[PROBLEM DESCRIPTION]
Scan the material below, then work out how many of its lines contain the word "roads"; reply with that number only.

= = =

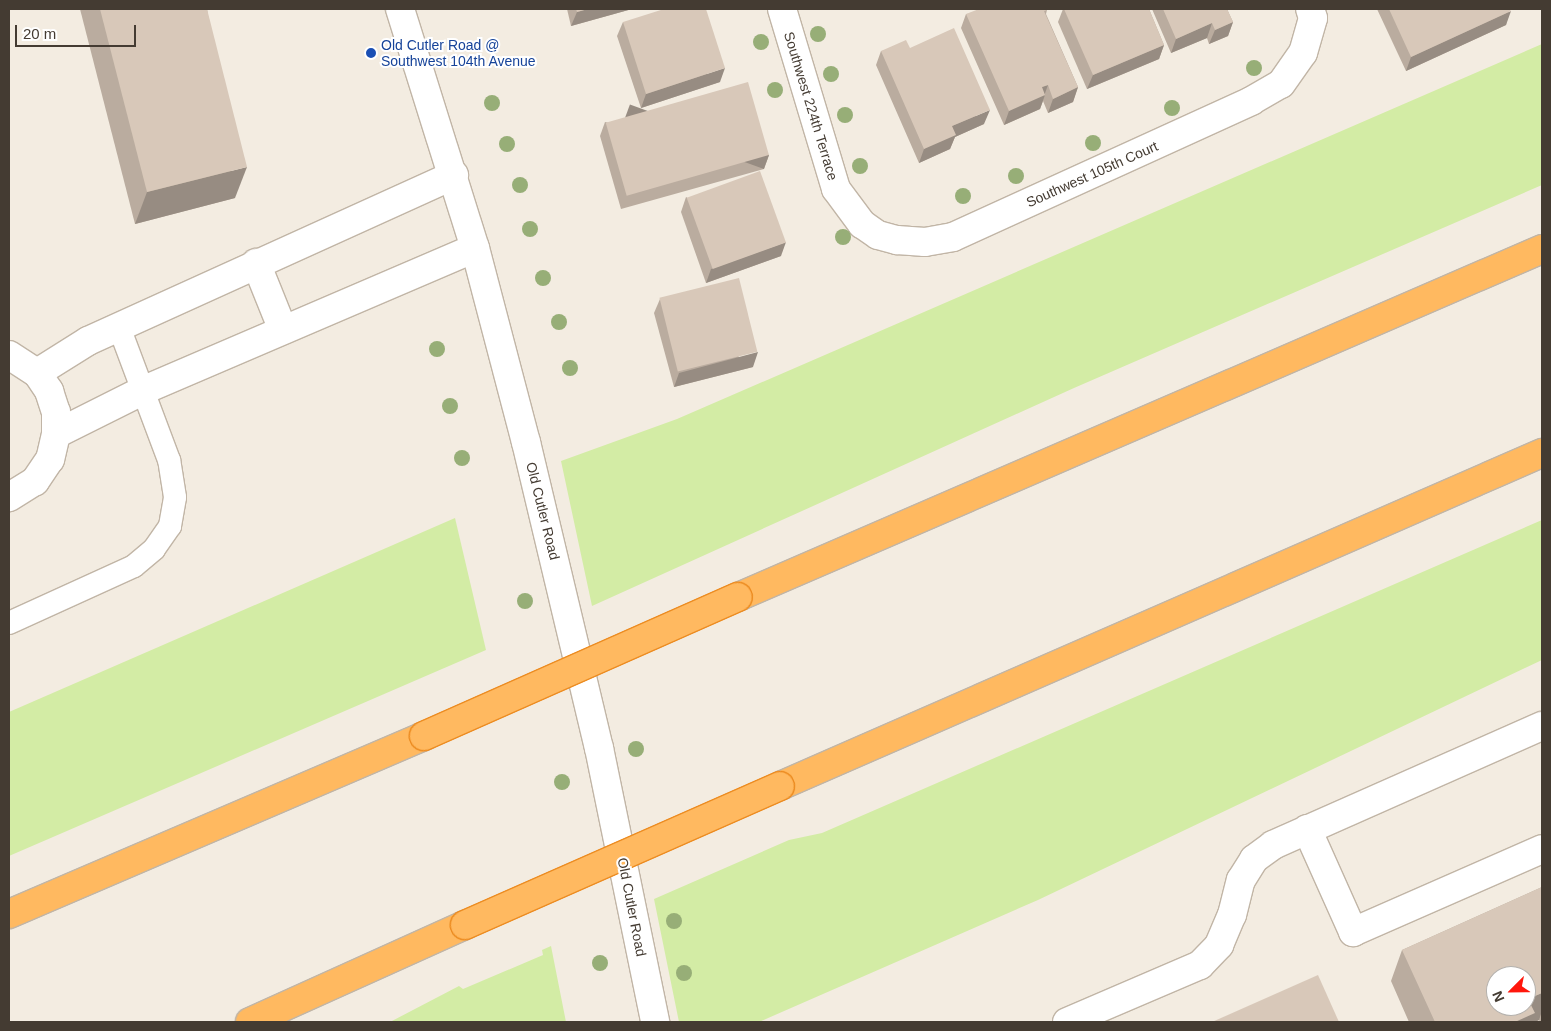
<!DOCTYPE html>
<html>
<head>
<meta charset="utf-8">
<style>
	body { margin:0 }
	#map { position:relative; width:1551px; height:1031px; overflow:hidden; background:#f3ece1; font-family:Arial,sans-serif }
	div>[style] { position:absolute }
	.green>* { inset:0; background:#d3eca5 }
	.roads { filter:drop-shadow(1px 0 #c1b5a6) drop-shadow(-1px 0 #c1b5a6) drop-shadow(0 1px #c1b5a6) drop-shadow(0 -1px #c1b5a6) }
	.service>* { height:22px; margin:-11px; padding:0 11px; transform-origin:11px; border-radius:11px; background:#fff }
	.minor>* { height:28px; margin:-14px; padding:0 14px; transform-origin:14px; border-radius:14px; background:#fff }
	.tertiary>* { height:28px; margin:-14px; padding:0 14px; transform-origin:14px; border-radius:14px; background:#fff }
	.motorway>* { height:28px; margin:-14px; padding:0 14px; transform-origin:14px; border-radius:14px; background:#ffb960 }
	.bridges { filter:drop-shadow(1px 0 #ec8c22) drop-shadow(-1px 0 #ec8c22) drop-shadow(0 1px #ec8c22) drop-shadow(0 -1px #ec8c22) }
	.motorway-bridge>* { height:28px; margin:-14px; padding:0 14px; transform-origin:14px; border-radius:14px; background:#ffb960 }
	.trees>* { width:16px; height:16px; margin:-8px; border-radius:50%; background:#97ae77 }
	.wall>* { inset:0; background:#baac9f }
	.shaded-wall>* { inset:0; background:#978c82; transform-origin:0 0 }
	.building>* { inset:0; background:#d8c8b9; transform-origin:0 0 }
	.dots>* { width:14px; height:14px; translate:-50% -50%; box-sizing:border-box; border:2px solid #fff; border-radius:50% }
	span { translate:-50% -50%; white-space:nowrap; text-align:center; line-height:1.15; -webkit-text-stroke:4px #fff; paint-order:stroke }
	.transit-label { font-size:14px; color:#164399 }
	.left { translate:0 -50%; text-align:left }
	.street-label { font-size:14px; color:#443b32 }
	.frame { position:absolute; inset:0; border:10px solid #443b32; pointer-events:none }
	.north { position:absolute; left:1486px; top:966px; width:50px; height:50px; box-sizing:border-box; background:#fff; border:1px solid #b4b1ad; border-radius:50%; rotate:247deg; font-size:14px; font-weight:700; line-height:20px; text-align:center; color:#443b32 }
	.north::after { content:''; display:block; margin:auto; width:18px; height:22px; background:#ff170c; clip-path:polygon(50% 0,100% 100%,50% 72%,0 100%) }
	.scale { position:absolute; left:15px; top:25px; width:121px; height:22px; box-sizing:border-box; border:2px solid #443b32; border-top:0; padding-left:6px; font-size:15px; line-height:18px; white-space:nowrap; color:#443b32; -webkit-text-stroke:4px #fff; paint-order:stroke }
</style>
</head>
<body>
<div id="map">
	<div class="green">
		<div style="clip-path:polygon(1542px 44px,1542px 185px,1074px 388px,592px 606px,561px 461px,677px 419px)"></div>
		<div style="clip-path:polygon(455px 518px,486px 650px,9px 856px,9px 712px)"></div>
		<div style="clip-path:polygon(1542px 520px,1542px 660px,1038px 900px,759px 1022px,679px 1022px,654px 899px,789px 840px,822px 833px)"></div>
		<div style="clip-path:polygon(551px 946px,566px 1022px,390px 1022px,459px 986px,463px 989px,543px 955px,542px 950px)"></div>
	</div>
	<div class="roads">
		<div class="service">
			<div style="left:9px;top:623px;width:137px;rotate:-24.5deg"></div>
			<div style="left:134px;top:566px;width:26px;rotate:-40deg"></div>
			<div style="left:154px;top:549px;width:28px;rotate:-55deg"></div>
			<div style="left:170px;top:526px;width:29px;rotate:-80deg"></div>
			<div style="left:175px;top:497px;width:37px;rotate:-99deg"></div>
			<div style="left:169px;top:460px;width:142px;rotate:-110.6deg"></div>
		</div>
		<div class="minor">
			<div style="left:782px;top:9px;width:188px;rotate:73.3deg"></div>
			<div style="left:836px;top:189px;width:44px;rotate:53.4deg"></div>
			<div style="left:862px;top:224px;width:19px;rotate:35deg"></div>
			<div style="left:878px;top:235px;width:20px;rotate:15deg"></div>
			<div style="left:897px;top:240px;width:28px;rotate:4deg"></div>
			<div style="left:925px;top:242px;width:28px;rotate:-10deg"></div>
			<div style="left:953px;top:237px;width:328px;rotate:-24.5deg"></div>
			<div style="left:1251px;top:101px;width:34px;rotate:-30deg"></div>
			<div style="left:1281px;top:84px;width:38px;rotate:-55deg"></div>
			<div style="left:1303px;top:53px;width:36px;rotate:-74deg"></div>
			<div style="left:1313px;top:18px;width:9px;rotate:-108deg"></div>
			<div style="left:256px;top:263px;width:72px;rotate:68.1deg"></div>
			<div style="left:9px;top:355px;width:33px;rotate:33deg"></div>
			<div style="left:37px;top:373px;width:22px;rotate:56deg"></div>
			<div style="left:49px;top:391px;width:22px;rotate:72deg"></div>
			<div style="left:56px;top:412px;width:22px;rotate:90deg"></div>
			<div style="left:56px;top:434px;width:26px;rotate:103deg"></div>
			<div style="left:50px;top:459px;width:27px;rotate:124deg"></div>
			<div style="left:35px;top:481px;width:31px;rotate:148deg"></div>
			<div style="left:37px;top:373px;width:60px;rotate:-32.1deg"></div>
			<div style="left:88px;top:341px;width:402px;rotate:-24.4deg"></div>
			<div style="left:56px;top:434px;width:98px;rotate:-26.6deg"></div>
			<div style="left:144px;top:390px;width:360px;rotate:-23.2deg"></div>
			<div style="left:1307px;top:829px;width:113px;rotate:65.9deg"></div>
			<div style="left:1353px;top:932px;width:206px;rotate:-23.7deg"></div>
			<div style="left:1067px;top:1022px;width:145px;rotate:-23.2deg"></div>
			<div style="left:1200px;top:965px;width:28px;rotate:-46deg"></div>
			<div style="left:1219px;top:945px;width:33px;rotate:-67deg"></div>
			<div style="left:1232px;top:915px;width:36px;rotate:-76deg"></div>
			<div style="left:1241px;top:880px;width:25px;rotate:-58deg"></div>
			<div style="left:1254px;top:859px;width:24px;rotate:-36deg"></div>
			<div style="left:1273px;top:845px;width:294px;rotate:-23.9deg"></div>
		</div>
		<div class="tertiary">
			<div style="left:400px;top:9px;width:250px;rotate:72.6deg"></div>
			<div style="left:475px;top:248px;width:201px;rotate:75.3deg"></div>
			<div style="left:526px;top:442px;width:315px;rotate:76.6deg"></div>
			<div style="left:599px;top:748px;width:280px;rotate:78.4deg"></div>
		</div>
		<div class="motorway">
			<div style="left:738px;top:597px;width:876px;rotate:-23.4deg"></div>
			<div style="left:780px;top:786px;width:832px;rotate:-23.61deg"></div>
			<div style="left:9px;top:914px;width:452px;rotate:-23.2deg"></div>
			<div style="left:250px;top:1022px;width:236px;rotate:-24.3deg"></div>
		</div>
	</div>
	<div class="bridges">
		<div class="motorway-bridge">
			<div style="left:424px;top:736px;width:343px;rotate:-23.9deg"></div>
			<div style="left:465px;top:925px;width:344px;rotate:-23.8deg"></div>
		</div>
	</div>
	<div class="trees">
		<div style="left:818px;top:34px"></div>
		<div style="left:761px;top:42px"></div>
		<div style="left:1254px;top:68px"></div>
		<div style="left:831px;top:74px"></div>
		<div style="left:775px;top:90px"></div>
		<div style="left:492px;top:103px"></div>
		<div style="left:1172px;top:108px"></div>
		<div style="left:845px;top:115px"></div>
		<div style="left:1093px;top:143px"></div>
		<div style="left:507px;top:144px"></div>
		<div style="left:860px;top:166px"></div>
		<div style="left:1016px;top:176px"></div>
		<div style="left:520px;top:185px"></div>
		<div style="left:963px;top:196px"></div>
		<div style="left:530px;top:229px"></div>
		<div style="left:843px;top:237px"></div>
		<div style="left:543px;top:278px"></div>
		<div style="left:559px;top:322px"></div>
		<div style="left:437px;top:349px"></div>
		<div style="left:570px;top:368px"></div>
		<div style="left:450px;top:406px"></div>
		<div style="left:462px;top:458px"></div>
		<div style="left:525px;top:601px"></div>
		<div style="left:636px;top:749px"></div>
		<div style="left:562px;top:782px"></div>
		<div style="left:674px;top:921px"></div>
		<div style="left:600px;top:963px"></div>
		<div style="left:684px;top:973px"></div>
	</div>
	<div class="wall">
		<div style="clip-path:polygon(80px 9px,207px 9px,235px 198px,135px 224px)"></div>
		<div style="clip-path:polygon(567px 9px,632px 9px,571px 26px)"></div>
		<div style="clip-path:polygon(1063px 9px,1149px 9px,1164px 45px,1159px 59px,1087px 89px,1058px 22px)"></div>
		<div style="clip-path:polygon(1152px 9px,1227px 9px,1233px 22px,1228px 36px,1209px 44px,1207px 38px,1171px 53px)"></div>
		<div style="clip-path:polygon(1377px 9px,1509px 9px,1506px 25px,1406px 71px)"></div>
		<div style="clip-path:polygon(1047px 10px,1046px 14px,1078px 87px,1073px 102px,1048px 113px,1043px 101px,1040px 109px,1004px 125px,961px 28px,966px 14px)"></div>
		<div style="clip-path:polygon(623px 22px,720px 82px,641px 108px,617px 36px)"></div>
		<div style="clip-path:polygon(910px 48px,984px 124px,955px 137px,950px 149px,919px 163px,876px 65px,881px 51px)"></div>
		<div style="clip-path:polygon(605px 122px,769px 155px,764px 169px,621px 209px,600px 136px)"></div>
		<div style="clip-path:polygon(686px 197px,781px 256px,706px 283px,681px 212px)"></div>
		<div style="clip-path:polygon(660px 299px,753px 367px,674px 387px,654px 313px)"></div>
		<div style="clip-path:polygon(1542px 887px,1542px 1022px,1540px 1022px,1539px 1020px,1535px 1022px,1409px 1022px,1391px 981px,1402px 950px)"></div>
	</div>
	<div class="shaded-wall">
		<div style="clip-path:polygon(588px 9px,632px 9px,571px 26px,577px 12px)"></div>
		<div style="clip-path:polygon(1511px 11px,1506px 25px,1406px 71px,1411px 57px)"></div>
		<div style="clip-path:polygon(1233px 22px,1228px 36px,1209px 44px,1215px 30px)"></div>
		<div style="clip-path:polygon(1212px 23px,1207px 38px,1171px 53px,1176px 39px)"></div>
		<div style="clip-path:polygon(1164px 45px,1159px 59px,1087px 89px,1093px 75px)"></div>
		<div style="clip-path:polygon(725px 68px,720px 82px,641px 108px,646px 94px)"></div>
		<div style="clip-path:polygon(1048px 85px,1044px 96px,1045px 95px,1040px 109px,1004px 125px,1009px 111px,1042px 87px)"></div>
		<div style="clip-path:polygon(1078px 87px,1073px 102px,1048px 113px,1053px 99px)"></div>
		<div style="clip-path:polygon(990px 110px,984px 124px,955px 137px,950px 149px,919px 163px,924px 149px,952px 126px)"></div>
		<div style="left:769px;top:155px;width:15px;height:148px;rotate:110deg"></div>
		<div style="clip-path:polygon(247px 167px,235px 198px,135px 224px,147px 192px)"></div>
		<div style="clip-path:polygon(786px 242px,781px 256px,706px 283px,711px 269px)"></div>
		<div style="clip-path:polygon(758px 352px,753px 367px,674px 387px,679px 373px)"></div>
		<div style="clip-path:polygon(1542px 993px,1542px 1011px,1539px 1020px,1535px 1022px,1515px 1022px,1528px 999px)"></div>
	</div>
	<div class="building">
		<div style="clip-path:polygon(100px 9px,207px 9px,247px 167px,147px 192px)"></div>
		<div style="clip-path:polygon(576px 9px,588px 9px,577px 12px)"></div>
		<div style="clip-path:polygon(664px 9px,706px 9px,725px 68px,646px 94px,623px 22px)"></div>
		<div style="clip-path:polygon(979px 9px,1047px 9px,1047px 10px,1044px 11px,1078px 87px,1053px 99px,1048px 85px,1042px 87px,1045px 95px,1009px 111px,966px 14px)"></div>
		<div style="clip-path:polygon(1064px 9px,1149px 9px,1164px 45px,1093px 75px)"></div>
		<div style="clip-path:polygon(1163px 9px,1227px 9px,1233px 22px,1215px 30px,1212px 23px,1176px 39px)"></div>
		<div style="clip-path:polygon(1389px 9px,1509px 9px,1511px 11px,1411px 57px)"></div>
		<div style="clip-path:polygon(954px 28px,990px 110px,952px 126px,956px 135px,924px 149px,881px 51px,906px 40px,910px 48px)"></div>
		<div style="left:748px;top:82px;width:76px;height:148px;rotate:74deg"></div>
		<div style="left:760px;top:171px;width:76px;height:78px;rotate:70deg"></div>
		<div style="left:739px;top:278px;width:76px;height:82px;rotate:76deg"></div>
		<div style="clip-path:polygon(evenodd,1542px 887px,1542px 993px,1528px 999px,1535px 1013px,1515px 1022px,1435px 1022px,1402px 950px,1542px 887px,1496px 976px,1526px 976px,1526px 1006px,1496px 1006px,1496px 976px)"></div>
		<div style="clip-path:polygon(1318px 975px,1339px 1022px,1212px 1022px)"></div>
	</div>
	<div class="dots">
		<div style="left:371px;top:53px;background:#1a4fb4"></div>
	</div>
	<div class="transit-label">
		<span class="left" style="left:381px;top:53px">Old Cutler Road @<br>Southwest 104th Avenue</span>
	</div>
	<div class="street-label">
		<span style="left:811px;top:106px;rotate:73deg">Southwest 224th Terrace</span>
		<span style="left:1092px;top:174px;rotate:-24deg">Southwest 105th Court</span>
		<span style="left:543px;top:511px;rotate:76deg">Old Cutler Road</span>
		<span style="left:632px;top:907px;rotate:79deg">Old Cutler Road</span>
	</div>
	<div class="frame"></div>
	<div class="north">N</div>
	<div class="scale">20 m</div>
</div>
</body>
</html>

= = =

[REPLY TO THE TASK]
2